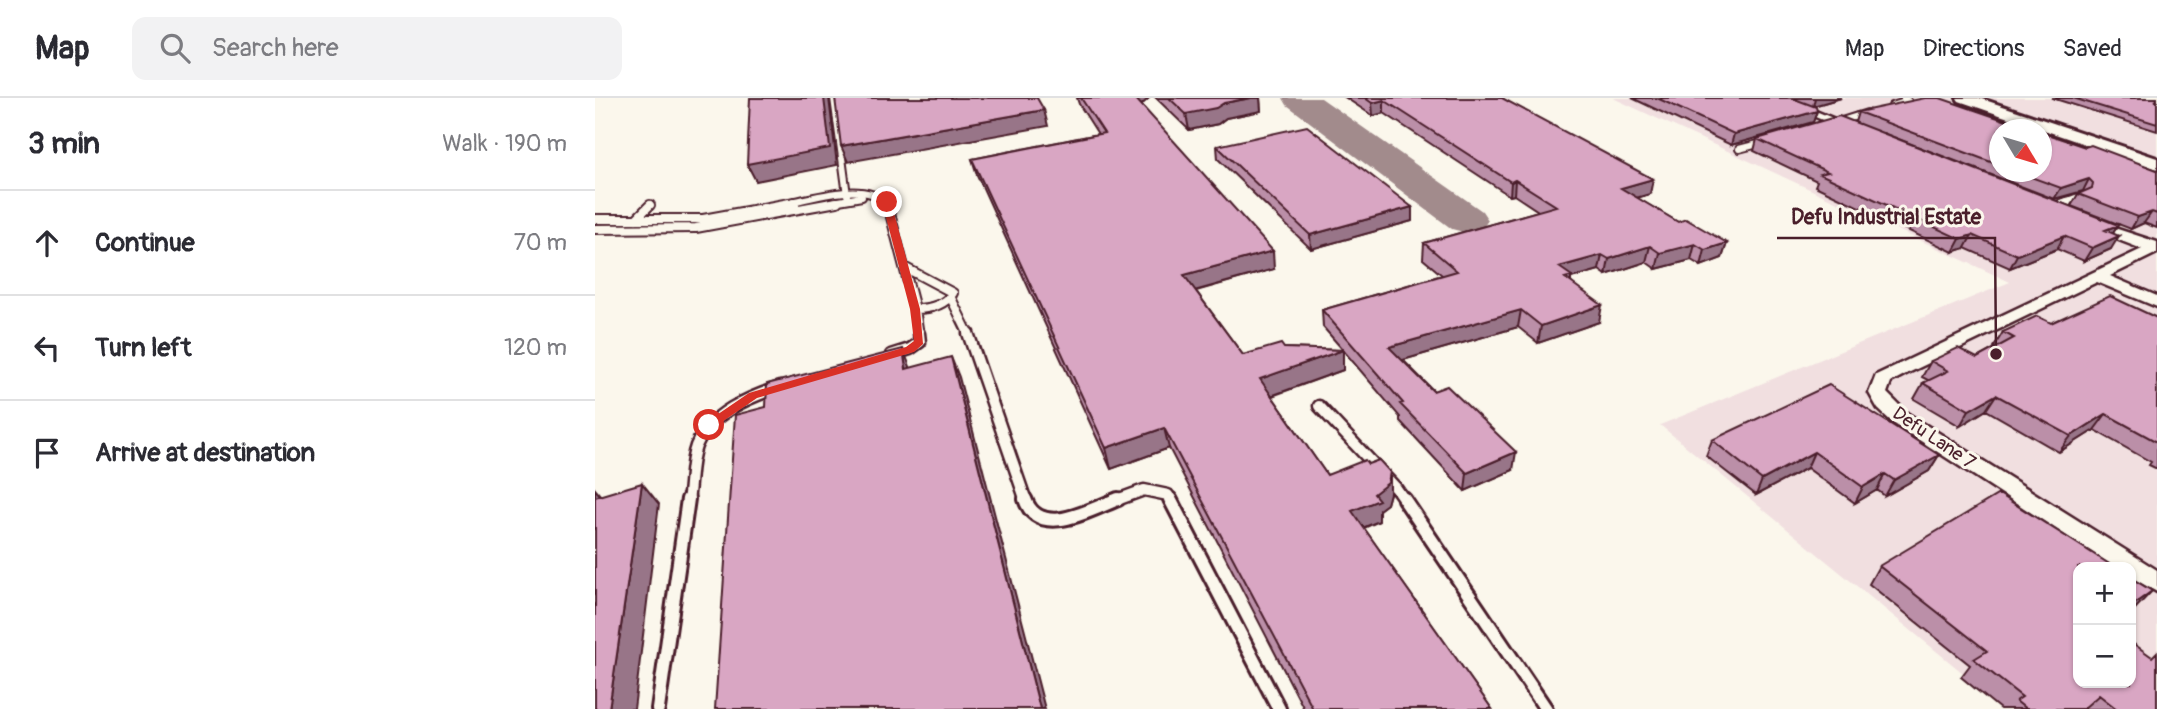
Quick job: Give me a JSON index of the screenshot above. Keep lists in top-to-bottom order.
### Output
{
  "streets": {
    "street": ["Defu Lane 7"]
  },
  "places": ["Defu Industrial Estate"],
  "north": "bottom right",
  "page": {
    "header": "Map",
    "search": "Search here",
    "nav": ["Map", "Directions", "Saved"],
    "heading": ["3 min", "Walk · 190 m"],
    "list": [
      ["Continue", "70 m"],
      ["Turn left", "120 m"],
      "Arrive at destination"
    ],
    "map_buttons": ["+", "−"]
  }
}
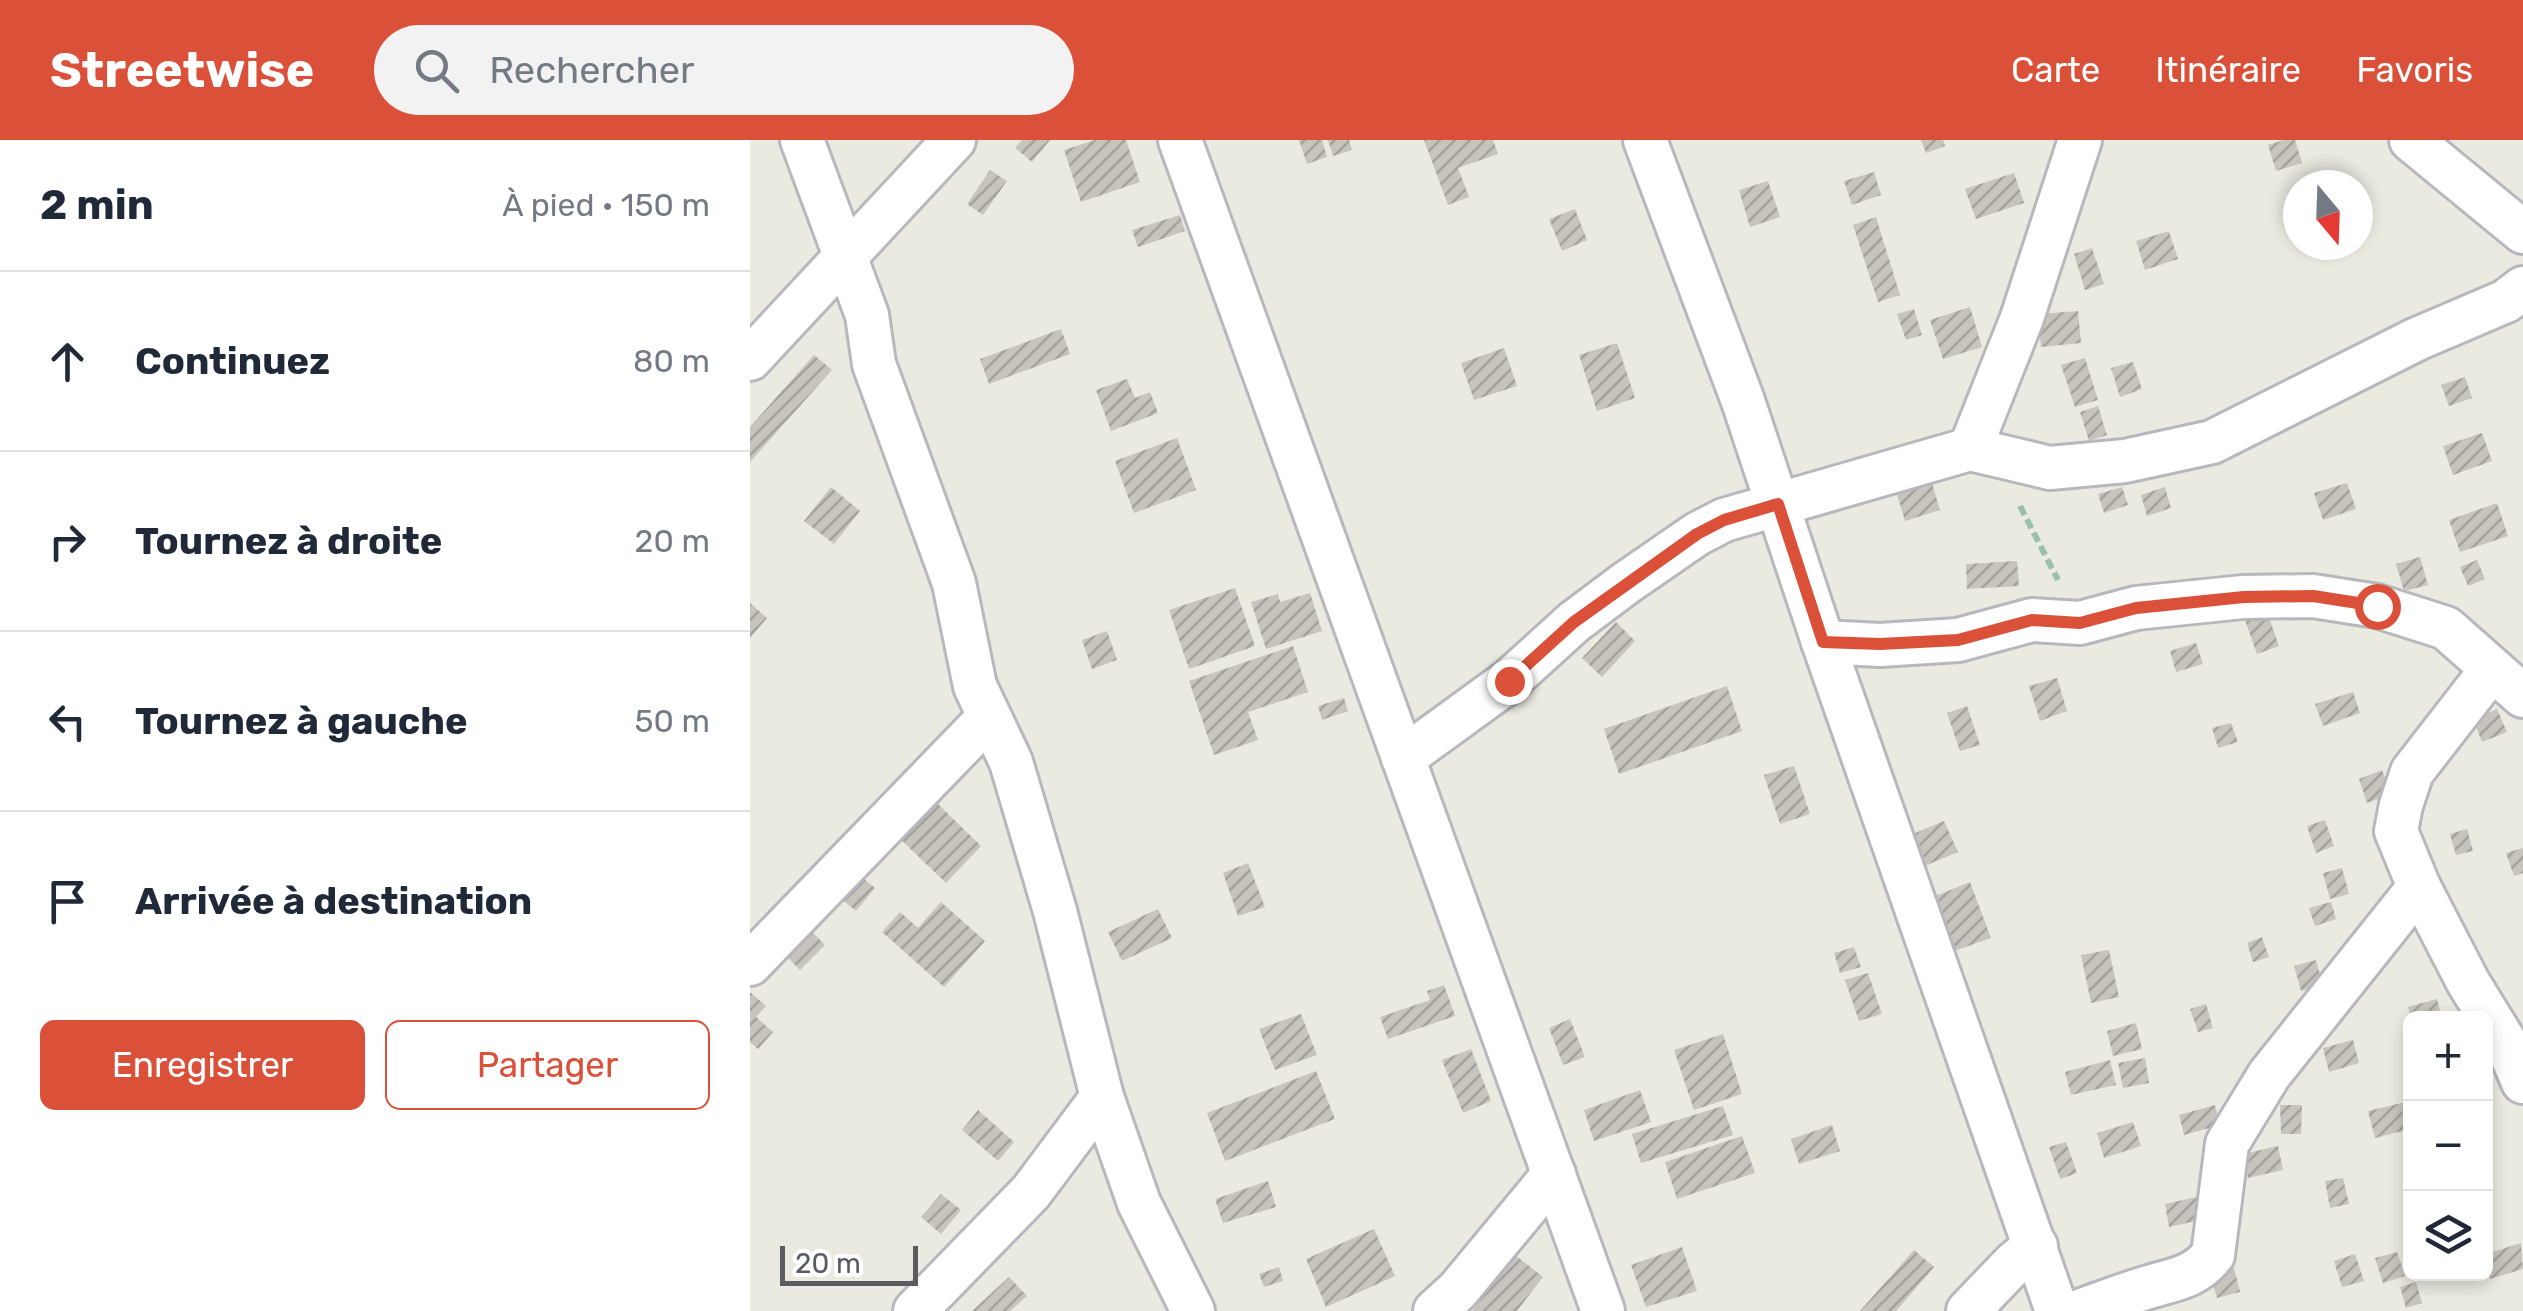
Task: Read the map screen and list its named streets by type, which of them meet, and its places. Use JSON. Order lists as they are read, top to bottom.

..........

## [Work task]
In the lines above, locate the string "JSON". Copy every line where it occurs.

## [Completed task]
Quick job: Give me a JSON index of the screenshot above. Keep lists in top-to-bottom order.
Task: Read the map screen and list its named streets by type, which of them meet, and its places. Use JSON. Order lists as they are read, top to bottom.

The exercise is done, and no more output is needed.